The answer should be one number only, namely how many lines of the records hold the word "fabs".

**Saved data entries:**
****************

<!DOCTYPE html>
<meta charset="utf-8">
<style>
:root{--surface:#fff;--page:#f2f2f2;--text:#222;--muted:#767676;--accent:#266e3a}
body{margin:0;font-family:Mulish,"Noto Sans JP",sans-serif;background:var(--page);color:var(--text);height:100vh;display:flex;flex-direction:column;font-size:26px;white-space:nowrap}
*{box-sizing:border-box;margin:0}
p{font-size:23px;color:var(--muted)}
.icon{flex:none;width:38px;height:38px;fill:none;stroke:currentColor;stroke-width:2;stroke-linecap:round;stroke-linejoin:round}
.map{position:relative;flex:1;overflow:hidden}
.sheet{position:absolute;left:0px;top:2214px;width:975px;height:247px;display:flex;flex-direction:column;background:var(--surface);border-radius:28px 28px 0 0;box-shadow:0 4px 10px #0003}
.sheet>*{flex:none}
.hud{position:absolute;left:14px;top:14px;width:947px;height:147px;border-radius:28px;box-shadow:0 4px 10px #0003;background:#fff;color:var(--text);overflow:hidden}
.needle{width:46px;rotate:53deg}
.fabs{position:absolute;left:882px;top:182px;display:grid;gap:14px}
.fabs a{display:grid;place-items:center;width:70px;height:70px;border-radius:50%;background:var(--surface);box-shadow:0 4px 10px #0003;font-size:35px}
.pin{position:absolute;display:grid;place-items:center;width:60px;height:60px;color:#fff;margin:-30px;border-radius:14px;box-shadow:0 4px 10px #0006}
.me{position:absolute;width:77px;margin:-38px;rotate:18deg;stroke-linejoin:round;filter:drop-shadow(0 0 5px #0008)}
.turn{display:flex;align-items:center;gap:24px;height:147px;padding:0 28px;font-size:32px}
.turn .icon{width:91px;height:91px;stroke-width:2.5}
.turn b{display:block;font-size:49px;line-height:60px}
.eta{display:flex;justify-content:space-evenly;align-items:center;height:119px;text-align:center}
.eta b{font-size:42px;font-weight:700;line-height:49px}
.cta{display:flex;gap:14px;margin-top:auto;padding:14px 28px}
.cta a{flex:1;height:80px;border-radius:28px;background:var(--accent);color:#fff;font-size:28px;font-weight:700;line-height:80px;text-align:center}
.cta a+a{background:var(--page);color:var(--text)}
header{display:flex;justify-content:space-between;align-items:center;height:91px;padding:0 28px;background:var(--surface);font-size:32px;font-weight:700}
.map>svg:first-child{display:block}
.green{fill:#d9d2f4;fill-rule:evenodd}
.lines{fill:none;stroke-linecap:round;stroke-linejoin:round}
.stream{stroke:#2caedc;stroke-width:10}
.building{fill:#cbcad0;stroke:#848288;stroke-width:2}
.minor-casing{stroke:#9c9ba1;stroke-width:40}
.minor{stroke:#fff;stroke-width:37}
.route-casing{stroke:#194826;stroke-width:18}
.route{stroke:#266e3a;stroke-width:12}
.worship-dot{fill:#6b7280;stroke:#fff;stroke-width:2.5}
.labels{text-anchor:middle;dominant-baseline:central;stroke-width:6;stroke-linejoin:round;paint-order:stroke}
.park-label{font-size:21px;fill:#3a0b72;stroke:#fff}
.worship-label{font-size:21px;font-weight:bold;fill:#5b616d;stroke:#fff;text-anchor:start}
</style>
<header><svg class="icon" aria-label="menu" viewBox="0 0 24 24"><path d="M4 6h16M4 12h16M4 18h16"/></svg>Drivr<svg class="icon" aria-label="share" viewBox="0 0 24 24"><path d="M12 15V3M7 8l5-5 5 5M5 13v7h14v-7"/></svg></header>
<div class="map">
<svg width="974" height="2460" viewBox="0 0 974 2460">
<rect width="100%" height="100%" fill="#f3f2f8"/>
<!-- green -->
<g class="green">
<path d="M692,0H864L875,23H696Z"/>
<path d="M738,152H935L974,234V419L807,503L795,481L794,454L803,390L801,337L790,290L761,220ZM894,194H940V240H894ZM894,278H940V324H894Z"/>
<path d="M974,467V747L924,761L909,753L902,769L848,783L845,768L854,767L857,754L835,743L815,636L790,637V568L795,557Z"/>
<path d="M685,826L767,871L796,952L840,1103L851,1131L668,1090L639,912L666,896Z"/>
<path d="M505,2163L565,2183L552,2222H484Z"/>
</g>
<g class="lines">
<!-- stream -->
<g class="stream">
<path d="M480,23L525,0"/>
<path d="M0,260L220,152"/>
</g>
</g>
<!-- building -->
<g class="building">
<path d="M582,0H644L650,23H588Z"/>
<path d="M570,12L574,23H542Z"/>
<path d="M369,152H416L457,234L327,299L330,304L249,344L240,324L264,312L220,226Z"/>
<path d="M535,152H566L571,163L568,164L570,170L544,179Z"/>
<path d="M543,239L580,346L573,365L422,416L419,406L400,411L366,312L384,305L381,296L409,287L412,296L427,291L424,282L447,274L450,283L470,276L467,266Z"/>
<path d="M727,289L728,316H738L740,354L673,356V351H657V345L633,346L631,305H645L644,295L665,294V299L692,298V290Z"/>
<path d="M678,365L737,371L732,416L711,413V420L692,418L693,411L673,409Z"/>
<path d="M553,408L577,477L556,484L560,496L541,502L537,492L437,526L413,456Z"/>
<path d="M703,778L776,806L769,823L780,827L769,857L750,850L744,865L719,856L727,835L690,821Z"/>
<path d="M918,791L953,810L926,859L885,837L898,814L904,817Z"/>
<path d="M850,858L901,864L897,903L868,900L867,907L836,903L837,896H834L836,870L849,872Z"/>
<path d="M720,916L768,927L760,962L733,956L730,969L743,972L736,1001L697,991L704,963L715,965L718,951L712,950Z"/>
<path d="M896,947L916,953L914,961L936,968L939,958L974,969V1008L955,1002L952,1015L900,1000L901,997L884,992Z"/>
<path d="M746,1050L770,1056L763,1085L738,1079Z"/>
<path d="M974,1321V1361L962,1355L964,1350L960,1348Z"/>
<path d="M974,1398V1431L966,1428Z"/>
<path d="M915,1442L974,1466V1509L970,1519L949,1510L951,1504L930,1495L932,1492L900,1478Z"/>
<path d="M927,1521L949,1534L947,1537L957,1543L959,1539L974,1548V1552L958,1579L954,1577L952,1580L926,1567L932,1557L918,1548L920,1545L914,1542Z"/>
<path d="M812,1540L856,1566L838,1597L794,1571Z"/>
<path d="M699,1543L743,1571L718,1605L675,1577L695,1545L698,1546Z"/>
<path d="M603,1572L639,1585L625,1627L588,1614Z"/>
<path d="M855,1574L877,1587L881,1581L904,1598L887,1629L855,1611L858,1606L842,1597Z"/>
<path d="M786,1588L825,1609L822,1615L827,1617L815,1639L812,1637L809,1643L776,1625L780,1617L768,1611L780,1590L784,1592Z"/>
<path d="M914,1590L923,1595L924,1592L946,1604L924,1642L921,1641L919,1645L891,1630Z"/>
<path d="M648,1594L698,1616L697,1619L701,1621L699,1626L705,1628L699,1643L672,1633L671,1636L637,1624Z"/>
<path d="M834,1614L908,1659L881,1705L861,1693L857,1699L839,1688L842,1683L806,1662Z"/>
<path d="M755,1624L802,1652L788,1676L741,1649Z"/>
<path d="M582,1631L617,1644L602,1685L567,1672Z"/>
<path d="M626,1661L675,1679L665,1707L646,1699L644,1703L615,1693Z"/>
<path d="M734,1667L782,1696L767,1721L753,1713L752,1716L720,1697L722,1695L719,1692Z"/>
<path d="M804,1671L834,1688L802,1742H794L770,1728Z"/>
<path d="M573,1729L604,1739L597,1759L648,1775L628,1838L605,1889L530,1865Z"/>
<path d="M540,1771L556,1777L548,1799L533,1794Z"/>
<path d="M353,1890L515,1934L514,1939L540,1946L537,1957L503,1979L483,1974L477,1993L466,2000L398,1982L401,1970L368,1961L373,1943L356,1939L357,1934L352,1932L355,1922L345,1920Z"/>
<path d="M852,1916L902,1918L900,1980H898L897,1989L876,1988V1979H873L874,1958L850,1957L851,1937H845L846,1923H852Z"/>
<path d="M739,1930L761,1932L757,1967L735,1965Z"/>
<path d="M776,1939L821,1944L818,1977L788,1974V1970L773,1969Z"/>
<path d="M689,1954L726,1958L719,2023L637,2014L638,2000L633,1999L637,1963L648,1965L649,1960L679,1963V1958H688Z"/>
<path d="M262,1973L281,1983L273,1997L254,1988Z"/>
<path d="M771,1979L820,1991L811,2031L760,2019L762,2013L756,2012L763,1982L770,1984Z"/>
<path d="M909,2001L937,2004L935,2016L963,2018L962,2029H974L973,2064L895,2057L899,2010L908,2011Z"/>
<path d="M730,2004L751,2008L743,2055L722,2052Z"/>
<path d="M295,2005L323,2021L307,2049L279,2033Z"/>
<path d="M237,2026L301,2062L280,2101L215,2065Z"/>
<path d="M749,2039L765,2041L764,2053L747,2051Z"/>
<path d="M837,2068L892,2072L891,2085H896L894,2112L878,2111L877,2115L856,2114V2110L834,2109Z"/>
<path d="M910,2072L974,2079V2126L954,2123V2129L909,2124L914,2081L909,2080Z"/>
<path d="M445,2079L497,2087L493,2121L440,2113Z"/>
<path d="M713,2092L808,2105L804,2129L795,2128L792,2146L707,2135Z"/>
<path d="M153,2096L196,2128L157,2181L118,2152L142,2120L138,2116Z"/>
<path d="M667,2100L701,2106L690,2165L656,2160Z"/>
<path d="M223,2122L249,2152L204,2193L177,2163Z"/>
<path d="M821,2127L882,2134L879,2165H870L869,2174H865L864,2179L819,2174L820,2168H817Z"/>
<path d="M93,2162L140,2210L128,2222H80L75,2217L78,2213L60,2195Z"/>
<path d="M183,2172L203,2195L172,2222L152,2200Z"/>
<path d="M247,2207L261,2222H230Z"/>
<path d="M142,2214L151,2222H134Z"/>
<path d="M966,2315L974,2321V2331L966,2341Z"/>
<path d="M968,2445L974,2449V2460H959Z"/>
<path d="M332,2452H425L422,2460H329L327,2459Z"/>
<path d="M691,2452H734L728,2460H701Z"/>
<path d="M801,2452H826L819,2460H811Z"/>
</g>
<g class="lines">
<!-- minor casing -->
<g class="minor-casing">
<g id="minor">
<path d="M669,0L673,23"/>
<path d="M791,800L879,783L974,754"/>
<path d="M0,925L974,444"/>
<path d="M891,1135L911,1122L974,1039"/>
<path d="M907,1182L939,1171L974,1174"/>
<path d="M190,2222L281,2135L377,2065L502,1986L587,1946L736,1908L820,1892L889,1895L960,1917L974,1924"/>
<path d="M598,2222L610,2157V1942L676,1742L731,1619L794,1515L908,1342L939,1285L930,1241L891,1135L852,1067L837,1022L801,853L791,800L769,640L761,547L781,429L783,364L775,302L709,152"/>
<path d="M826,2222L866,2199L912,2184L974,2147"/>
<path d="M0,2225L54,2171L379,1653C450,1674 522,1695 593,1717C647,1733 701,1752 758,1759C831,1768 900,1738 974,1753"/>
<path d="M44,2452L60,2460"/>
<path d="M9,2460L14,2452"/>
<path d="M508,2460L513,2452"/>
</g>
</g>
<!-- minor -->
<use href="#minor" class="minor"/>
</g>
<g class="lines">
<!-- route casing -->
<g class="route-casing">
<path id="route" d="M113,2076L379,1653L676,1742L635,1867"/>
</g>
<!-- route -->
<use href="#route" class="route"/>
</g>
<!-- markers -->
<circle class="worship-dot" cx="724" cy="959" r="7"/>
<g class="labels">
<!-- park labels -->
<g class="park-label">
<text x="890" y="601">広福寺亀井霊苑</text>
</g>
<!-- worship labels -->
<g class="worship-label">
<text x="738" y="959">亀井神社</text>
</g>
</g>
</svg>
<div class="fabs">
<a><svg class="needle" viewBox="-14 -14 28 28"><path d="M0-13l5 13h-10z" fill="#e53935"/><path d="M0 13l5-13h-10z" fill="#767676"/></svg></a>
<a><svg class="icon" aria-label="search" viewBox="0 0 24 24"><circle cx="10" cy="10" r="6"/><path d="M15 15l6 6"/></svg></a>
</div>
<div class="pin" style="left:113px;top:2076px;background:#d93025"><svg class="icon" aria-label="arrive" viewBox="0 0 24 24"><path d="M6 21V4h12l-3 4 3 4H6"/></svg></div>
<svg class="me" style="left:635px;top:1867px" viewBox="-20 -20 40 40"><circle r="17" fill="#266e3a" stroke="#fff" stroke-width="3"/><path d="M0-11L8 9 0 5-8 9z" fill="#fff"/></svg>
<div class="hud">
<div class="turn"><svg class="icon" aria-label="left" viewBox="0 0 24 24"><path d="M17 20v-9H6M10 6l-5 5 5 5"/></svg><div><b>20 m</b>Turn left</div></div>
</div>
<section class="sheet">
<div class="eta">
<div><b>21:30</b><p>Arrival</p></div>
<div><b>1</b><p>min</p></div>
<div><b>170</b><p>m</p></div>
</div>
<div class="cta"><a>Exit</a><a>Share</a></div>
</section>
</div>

****************

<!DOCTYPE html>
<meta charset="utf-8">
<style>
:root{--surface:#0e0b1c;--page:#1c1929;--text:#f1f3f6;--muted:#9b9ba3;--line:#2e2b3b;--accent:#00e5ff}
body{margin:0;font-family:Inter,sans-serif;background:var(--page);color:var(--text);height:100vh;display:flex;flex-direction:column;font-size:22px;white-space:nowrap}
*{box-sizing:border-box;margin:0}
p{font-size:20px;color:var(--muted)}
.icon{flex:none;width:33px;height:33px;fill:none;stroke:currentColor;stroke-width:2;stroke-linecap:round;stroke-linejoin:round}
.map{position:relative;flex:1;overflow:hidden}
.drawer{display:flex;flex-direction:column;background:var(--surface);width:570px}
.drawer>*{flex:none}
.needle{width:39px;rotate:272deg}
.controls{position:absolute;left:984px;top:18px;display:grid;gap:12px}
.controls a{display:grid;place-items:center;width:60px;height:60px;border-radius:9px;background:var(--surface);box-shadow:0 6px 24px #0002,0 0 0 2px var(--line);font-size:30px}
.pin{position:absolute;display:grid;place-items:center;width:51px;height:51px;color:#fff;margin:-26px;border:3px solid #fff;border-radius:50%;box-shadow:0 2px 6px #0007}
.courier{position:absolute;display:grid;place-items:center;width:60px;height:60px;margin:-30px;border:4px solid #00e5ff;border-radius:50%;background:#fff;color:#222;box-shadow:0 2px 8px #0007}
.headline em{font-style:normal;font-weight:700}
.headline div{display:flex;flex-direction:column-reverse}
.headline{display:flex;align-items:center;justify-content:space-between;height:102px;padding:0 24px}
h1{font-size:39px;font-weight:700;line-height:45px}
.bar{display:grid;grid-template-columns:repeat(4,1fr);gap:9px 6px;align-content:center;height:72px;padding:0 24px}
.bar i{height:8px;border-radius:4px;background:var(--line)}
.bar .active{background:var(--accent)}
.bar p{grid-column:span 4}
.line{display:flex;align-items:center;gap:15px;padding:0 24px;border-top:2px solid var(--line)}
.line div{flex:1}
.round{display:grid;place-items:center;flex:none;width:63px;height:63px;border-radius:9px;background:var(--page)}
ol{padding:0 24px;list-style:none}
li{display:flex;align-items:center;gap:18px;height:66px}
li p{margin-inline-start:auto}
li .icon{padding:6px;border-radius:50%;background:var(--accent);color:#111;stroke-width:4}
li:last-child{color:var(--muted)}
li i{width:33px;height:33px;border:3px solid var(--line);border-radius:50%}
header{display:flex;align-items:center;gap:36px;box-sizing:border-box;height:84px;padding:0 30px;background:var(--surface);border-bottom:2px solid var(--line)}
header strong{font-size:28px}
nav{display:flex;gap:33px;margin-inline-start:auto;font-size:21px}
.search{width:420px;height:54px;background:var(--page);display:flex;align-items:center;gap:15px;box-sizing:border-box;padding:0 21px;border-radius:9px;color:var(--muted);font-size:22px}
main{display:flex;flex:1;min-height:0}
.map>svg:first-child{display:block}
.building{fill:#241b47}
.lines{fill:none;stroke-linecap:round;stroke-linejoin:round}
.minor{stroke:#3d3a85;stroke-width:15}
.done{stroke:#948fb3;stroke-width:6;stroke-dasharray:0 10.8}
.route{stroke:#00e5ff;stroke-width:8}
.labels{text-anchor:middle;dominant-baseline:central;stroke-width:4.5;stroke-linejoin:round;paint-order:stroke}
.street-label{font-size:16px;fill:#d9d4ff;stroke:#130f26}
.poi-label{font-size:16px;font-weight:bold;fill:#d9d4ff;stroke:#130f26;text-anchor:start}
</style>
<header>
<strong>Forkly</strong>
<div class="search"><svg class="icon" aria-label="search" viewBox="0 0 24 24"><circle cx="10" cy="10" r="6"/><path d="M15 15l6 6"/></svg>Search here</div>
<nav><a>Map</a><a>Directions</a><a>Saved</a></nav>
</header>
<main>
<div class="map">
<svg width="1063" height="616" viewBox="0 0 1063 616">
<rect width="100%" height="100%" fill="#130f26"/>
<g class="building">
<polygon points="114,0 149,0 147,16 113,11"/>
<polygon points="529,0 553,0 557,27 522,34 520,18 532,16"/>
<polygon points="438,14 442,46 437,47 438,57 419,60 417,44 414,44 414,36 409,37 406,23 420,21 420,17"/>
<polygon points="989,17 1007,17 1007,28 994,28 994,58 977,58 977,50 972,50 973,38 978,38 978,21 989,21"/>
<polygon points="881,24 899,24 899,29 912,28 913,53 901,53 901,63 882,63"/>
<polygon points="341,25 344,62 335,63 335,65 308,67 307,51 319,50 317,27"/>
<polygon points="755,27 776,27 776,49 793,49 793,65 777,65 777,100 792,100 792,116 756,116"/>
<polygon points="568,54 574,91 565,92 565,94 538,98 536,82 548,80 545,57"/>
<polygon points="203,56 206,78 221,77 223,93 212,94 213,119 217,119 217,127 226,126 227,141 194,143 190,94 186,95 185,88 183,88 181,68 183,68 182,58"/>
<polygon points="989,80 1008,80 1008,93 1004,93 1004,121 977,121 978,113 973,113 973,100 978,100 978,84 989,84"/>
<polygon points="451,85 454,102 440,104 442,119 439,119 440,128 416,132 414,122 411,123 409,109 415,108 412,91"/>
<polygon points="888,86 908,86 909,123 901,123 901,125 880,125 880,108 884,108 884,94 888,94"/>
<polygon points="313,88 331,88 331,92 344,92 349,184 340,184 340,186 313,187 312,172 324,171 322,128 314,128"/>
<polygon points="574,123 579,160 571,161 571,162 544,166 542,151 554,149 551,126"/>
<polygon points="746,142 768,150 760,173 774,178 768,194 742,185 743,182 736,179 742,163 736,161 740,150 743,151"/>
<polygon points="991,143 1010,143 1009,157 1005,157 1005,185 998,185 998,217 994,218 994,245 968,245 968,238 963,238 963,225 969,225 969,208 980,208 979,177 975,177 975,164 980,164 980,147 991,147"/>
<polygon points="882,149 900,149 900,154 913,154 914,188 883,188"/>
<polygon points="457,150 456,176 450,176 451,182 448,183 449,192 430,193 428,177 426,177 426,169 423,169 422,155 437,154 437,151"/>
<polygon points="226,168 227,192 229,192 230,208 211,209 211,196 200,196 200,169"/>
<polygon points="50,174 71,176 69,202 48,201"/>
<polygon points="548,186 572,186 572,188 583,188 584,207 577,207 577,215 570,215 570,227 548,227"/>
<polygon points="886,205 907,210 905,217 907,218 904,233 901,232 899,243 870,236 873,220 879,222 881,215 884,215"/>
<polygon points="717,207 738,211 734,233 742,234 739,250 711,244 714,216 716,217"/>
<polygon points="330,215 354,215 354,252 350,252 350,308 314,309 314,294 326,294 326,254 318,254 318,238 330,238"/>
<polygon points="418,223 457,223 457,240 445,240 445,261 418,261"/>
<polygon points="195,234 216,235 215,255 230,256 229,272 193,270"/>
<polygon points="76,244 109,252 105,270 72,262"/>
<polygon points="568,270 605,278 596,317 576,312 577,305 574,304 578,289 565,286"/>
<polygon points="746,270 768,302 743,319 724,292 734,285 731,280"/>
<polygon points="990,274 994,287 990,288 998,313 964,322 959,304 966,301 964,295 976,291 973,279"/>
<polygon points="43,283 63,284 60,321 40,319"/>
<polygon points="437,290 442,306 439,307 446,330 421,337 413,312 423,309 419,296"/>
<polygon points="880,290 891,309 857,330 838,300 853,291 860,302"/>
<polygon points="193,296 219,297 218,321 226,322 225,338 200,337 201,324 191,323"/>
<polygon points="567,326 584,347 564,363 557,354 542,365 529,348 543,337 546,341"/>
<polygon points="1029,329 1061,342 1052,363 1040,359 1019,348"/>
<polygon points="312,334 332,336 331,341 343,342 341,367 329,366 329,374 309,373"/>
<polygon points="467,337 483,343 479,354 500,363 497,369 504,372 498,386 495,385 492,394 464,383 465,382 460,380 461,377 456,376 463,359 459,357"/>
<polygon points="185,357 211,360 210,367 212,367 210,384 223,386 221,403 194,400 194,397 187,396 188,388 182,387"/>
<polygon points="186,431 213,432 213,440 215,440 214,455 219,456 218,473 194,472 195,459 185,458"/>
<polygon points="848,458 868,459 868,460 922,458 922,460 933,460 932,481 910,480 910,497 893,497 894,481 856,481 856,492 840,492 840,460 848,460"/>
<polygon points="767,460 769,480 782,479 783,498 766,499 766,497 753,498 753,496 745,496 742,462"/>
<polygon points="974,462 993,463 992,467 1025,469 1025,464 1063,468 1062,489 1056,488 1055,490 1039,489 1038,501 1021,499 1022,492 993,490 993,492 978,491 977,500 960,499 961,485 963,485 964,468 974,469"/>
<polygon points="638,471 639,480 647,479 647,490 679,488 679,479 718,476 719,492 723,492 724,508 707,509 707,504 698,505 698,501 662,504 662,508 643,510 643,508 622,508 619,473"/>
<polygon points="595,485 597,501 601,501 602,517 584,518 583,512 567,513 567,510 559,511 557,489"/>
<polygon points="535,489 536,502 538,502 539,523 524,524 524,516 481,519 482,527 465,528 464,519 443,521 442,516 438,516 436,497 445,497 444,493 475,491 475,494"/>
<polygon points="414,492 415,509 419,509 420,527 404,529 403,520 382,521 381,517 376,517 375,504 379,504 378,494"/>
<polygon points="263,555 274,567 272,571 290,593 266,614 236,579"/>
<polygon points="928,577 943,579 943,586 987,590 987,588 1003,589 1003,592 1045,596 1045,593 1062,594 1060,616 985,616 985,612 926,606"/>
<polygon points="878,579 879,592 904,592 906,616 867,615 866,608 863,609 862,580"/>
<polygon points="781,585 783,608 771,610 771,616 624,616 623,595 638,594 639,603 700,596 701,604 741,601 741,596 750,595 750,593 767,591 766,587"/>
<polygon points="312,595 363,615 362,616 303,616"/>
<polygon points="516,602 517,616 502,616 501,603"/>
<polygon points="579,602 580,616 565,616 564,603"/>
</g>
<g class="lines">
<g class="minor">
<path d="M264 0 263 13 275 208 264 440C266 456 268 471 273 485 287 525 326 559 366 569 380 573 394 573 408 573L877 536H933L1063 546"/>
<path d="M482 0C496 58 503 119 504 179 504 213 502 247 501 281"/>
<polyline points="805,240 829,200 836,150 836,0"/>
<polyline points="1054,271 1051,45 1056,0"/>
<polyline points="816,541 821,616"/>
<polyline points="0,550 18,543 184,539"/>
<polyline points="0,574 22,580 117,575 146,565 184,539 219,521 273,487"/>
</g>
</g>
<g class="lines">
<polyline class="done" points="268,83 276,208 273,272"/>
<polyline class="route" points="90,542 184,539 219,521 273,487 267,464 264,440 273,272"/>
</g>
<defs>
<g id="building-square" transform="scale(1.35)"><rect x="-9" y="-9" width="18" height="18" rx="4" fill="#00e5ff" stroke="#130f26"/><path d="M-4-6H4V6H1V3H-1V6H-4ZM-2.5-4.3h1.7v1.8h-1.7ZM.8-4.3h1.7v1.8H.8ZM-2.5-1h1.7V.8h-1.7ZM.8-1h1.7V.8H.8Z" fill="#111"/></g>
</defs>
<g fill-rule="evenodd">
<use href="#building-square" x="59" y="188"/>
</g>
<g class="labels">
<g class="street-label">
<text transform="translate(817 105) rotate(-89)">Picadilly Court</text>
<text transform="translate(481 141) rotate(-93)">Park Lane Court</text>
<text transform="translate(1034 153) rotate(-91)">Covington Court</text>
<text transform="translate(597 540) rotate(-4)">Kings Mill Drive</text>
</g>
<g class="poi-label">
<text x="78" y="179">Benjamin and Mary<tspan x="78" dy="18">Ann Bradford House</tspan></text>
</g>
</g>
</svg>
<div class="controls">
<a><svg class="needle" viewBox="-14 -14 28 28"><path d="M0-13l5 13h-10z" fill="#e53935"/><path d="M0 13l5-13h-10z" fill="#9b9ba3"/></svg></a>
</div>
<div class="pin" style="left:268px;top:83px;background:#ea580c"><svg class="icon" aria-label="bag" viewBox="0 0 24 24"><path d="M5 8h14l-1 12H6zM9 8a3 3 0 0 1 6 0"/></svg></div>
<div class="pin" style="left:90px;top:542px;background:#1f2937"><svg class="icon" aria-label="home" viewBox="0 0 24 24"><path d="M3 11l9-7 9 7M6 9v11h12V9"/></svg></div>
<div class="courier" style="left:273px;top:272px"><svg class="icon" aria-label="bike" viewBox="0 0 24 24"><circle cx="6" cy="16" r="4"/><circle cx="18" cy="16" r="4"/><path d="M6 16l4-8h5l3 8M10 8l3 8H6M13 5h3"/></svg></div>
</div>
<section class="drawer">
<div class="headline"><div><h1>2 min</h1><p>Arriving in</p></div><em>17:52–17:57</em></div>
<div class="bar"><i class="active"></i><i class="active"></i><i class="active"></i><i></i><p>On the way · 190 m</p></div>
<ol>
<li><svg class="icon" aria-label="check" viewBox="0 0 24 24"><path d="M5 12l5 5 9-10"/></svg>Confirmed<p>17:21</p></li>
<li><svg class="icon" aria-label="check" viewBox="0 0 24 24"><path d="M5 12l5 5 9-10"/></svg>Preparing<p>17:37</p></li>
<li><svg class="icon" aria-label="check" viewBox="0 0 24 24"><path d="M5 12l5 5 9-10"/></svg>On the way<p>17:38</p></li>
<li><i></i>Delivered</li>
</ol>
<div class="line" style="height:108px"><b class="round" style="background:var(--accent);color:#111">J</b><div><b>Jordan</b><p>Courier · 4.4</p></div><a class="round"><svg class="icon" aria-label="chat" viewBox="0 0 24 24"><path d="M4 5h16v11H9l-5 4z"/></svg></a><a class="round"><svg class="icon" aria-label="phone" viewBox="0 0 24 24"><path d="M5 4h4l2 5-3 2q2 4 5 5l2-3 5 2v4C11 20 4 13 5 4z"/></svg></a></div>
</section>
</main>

****************

**Response area:**
3